If water gets into the ear, you should dry it immediately. Using an ear canal dryer is a convenient way to do this, and it can be done as many times a day as needed. This is a relatively new product and looks much like an ear thermometer. Since these dryers utilize warm air to remove moisture, they are safe and gentle. Ear canal dryers are excellent for younger children, who often have difficulties with ear drops, as well as with adults who need a fast solution to get rid of water in the ears.

A person who suffers from otitis externa may notice itching that presents itself before any pain actually occurs from the infection. Pain tends to be worse when the earlobe is manipulated, and even chewing can cause pain to become more noticeable. A clear discharge may suddenly become yellowish or pus-like, and it can have a foul smell to it.

Ear drops containing antibiotics are typically prescribed to destroy the infection before it becomes worse. Corticosteroids may also be prescribed to ease the itching that is associated with swimmer's ear. You may be directed by your doctor to refrain from swimming while you are undergoing treatment, and earplugs may be recommended for use during bathing. During treatment, your doctor will also recommend that you keep the ear dry, as this is crucial to curing the problem.

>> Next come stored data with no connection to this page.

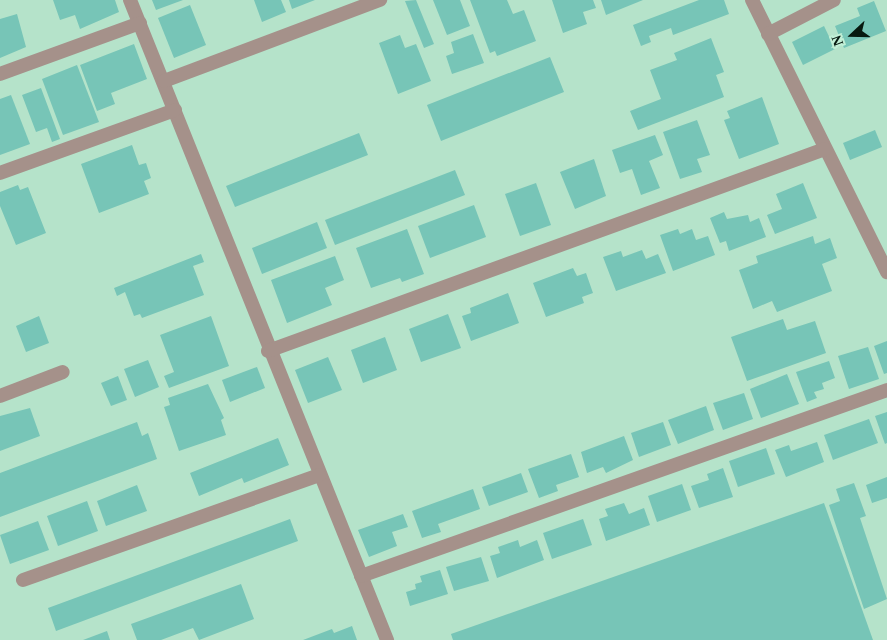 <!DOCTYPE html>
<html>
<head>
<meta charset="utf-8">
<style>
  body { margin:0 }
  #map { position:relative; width:887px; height:640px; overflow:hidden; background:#b5e3ca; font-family:Georgia,serif }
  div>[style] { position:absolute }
  .building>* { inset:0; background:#77c5b7 }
  .minor>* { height:14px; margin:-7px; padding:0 7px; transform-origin:7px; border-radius:7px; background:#a5918a }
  span { translate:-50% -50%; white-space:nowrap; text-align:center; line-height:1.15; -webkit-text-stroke:4.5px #c2f0d7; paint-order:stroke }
  .north { position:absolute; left:827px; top:10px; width:50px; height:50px; -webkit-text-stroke:4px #c2f0d7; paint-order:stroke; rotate:249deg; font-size:14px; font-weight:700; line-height:20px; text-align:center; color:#071910 }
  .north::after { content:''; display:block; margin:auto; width:18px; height:22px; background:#071910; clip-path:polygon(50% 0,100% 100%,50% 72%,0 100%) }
</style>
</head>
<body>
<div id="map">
  <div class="building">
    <i style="clip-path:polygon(53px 0,115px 0,119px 12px,80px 29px,75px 15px,60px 20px)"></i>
    <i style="clip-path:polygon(152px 0,183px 0,156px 10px)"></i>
    <i style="clip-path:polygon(254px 0,281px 0,286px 12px,262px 22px)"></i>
    <i style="clip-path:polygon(289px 0,315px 0,292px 9px)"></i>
    <i style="clip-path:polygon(416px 0,434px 44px,424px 48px,405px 1px)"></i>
    <i style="clip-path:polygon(433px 0,460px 0,470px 26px,447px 35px)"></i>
    <i style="clip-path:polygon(470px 0,507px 0,513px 14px,524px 10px,536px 41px,497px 56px,495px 51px,490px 53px)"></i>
    <i style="clip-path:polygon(552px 0,593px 0,596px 8px,583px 12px,587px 24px,563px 33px)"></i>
    <i style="clip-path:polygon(601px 0,643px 0,606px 15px)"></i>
    <i style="clip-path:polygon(699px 0,724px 0,729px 14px,673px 35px,671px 28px,649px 36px,651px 42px,641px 46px,633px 25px)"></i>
    <i style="clip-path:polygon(874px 1px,886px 31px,844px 48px,835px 26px,860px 16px,857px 8px)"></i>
    <i style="clip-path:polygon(190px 5px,206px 45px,174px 58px,158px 18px)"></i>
    <i style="clip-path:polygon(17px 14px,26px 47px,0 58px,0 19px)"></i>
    <i style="clip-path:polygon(824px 26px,835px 49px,803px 65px,792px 42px)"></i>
    <i style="clip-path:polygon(473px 34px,484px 63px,452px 74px,446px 56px,454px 53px,451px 42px)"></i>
    <i style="clip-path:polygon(400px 35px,405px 48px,416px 44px,431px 81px,398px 94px,379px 43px)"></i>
    <i style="clip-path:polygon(711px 38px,724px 72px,716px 75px,724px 97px,638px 130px,630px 111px,661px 99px,650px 70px,677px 60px,674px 53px)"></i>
    <i style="clip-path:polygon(134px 44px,147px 79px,111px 93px,115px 104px,97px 111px,80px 65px)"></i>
    <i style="clip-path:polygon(550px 57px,564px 92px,441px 141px,427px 105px)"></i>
    <i style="clip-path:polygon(77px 65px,99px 122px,63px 135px,42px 79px)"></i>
    <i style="clip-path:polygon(41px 88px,60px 139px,52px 142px,47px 128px,36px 132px,22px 95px)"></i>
    <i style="clip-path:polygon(11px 95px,30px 144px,0 155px,0 99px)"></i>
    <i style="clip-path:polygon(762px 97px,779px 144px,739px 159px,724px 120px,730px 118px,727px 111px)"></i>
    <i style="clip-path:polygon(697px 120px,710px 155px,697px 159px,702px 172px,680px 179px,663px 132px)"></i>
    <i style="clip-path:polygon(875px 130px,882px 147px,850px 160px,843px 143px)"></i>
    <i style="clip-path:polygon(359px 133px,368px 155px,235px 207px,226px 186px)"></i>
    <i style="clip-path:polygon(655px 135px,663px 155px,649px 161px,660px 188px,641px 195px,632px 169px,620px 173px,612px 150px)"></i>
    <i style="clip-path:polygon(132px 145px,139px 165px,146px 163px,151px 178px,144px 181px,149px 194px,99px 213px,81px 164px)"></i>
    <i style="clip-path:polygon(594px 159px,606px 196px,575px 209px,560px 172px)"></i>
    <i style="clip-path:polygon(455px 170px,465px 195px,335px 245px,325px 220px)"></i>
    <i style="clip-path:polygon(536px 183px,551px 225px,520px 236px,505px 194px)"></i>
    <i style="clip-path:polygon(803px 183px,817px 218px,775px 234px,767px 215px,782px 209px,776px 194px)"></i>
    <i style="clip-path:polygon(18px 185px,20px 190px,28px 187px,46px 233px,16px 245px,0 206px,0 192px)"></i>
    <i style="clip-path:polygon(474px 205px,486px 237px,430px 258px,418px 226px)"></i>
    <i style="clip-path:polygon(724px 212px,727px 219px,748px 215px,750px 222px,759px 218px,766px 237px,729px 251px,726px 241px,720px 243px,710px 218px)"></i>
    <i style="clip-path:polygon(317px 222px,327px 248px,262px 274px,252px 248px)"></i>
    <i style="clip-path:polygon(407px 229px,424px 274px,402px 282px,400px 278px,371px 288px,356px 248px)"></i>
    <i style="clip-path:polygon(678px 229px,680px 234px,692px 229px,696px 240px,708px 236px,715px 255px,673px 271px,660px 235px)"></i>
    <i style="clip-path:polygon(813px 236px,815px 244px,830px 238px,837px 258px,822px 264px,832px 291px,777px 312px,772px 301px,753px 309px,739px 270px,758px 263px,756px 256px)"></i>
    <i style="clip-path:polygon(642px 250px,646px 259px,658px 254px,666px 273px,616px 291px,603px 257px,621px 251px,623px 257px)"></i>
    <i style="clip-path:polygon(201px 254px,204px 262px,193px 266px,204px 295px,142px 318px,140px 314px,134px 316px,125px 292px,117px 296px,114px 288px)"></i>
    <i style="clip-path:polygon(335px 256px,344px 280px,325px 288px,332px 305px,287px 323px,271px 280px)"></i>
    <i style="clip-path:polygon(573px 268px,577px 276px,586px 273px,593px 293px,582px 297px,584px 303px,546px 317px,533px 283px)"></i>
    <i style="clip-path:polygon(508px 293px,519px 323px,471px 341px,462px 316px,471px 313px,470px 308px)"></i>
    <i style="clip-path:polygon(448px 314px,461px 348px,421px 362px,409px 329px)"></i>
    <i style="clip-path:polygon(39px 316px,49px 343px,26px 352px,16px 326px)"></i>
    <i style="clip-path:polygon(211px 316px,229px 366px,169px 388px,164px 376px,174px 372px,160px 335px)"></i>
    <i style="clip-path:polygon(783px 319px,787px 330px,815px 321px,826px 353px,747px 381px,731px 337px)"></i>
    <i style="clip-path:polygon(385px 337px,397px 370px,363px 383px,351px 350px)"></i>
    <i style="clip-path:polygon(887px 341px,887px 373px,884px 374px,874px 346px)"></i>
    <i style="clip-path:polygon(868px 347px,879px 379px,849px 389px,838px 356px)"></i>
    <i style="clip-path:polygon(328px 357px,342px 390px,308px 403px,295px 370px)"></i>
    <i style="clip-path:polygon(148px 360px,159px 387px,135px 397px,124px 369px)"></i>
    <i style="clip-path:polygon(829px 361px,835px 378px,822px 383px,824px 389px,814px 392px,817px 398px,807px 402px,796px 372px)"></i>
    <i style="clip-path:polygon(257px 367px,265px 388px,230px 402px,222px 380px)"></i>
    <i style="clip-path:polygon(787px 374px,799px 404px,761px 418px,750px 389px)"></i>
    <i style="clip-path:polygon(118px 376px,127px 400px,111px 406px,101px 383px)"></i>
    <i style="clip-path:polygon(208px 384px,224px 418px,221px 420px,226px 435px,179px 451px,164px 407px,170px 405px,168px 398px)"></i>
    <i style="clip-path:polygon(744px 393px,753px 419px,723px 430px,713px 403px)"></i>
    <i style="clip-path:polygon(706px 406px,714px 430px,678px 444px,668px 420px)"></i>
    <i style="clip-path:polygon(30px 408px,40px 436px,0 451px,0 416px)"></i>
    <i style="clip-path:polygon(887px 412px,887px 443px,885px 444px,875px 416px)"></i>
    <i style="clip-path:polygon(869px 419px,878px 443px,833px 460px,824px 435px)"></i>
    <i style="clip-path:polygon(137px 422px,142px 436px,148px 433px,157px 459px,0 517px,0 473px)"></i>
    <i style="clip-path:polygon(663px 422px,671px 445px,639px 457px,631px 433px)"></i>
    <i style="clip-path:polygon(624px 436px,633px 460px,606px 473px,603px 467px,587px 473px,581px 452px)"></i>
    <i style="clip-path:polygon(278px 438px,289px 465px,244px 483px,242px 478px,199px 496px,190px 473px)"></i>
    <i style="clip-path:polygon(817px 442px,824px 462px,786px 477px,775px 450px,789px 445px,791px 451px)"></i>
    <i style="clip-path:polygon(766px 448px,775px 474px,738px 487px,729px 461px)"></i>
    <i style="clip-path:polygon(571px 454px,579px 477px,556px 485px,558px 491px,539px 498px,528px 469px)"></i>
    <i style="clip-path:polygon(723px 468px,733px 497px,699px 508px,691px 486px,709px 480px,707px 474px)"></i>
    <i style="clip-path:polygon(521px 473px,528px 492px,489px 506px,482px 487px)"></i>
    <i style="clip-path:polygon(887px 477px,887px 498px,872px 503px,866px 485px)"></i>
    <i style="clip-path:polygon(854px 483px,866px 516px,860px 518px,887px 599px,864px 609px,829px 505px,840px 501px,836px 489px)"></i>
    <i style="clip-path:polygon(682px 484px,691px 510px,657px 522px,648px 496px)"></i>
    <i style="clip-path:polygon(137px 485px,147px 511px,106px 526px,97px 501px)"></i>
    <i style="clip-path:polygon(473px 489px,480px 509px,438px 524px,441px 532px,422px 538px,412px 511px)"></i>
    <i style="clip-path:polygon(87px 501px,98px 531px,58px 546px,47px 516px)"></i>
    <i style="clip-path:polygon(624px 503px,629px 514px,644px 508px,650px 525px,606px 541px,599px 519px,608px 516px,605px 509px)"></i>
    <i style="clip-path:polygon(824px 503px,873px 640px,453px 640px,451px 634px)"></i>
    <i style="clip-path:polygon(403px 514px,408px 527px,392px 532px,397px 546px,369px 557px,358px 530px)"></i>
    <i style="clip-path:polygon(290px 519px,298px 541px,56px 631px,48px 608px)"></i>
    <i style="clip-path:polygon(583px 519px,592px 545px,552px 559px,543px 533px)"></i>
    <i style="clip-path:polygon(38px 521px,49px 550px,10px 564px,0 535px)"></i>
    <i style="clip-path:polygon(518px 540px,520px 547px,537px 540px,544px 560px,497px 578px,490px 556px,500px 553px,498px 547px)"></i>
    <i style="clip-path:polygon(481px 557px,489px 581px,454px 591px,446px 567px)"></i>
    <i style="clip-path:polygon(440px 570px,448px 594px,410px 606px,406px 592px,416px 589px,415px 584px,422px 582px,420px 576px)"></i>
    <i style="clip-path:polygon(241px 584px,254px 619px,199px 640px,193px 628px,161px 640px,137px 640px,131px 624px)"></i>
    <i style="clip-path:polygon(352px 626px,357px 640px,303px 640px,332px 629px,334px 633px)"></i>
    <i style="clip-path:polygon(107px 631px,110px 640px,83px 640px)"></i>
  </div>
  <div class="minor">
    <i style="left:130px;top:0;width:690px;rotate:68.12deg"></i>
    <i style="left:752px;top:0;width:304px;rotate:63.6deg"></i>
    <i style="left:768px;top:34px;width:74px;rotate:-27.3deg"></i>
    <i style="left:0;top:74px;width:149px;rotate:-20deg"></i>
    <i style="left:164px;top:81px;width:231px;rotate:-20.6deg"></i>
    <i style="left:0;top:173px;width:186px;rotate:-19.8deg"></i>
    <i style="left:268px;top:351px;width:592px;rotate:-19.93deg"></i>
    <i style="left:0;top:396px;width:67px;rotate:-20.9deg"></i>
    <i style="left:361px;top:576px;width:558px;rotate:-19.47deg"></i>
    <i style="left:23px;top:580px;width:314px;rotate:-19.5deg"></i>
  </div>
  <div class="north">N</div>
</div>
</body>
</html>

Dealing with the Pain of Swimmer's Ear

If you have ever had swimmer's ear, you know just how painful it can be. Fortunately, there are some treatment options you can utilize that will ease your pain while you wait for the antibiotics to take effect. Acetaminophen or ibuprofen can definitely tackle pain, as can applying a warm compress to the outside of the ear. Usually the pain will begin to subside within a day or two of beginning antibiotic therapy. Also, you will need to keep the ear dry to prevent repeated infections--an ear canal dryer can be especially effective in this manner.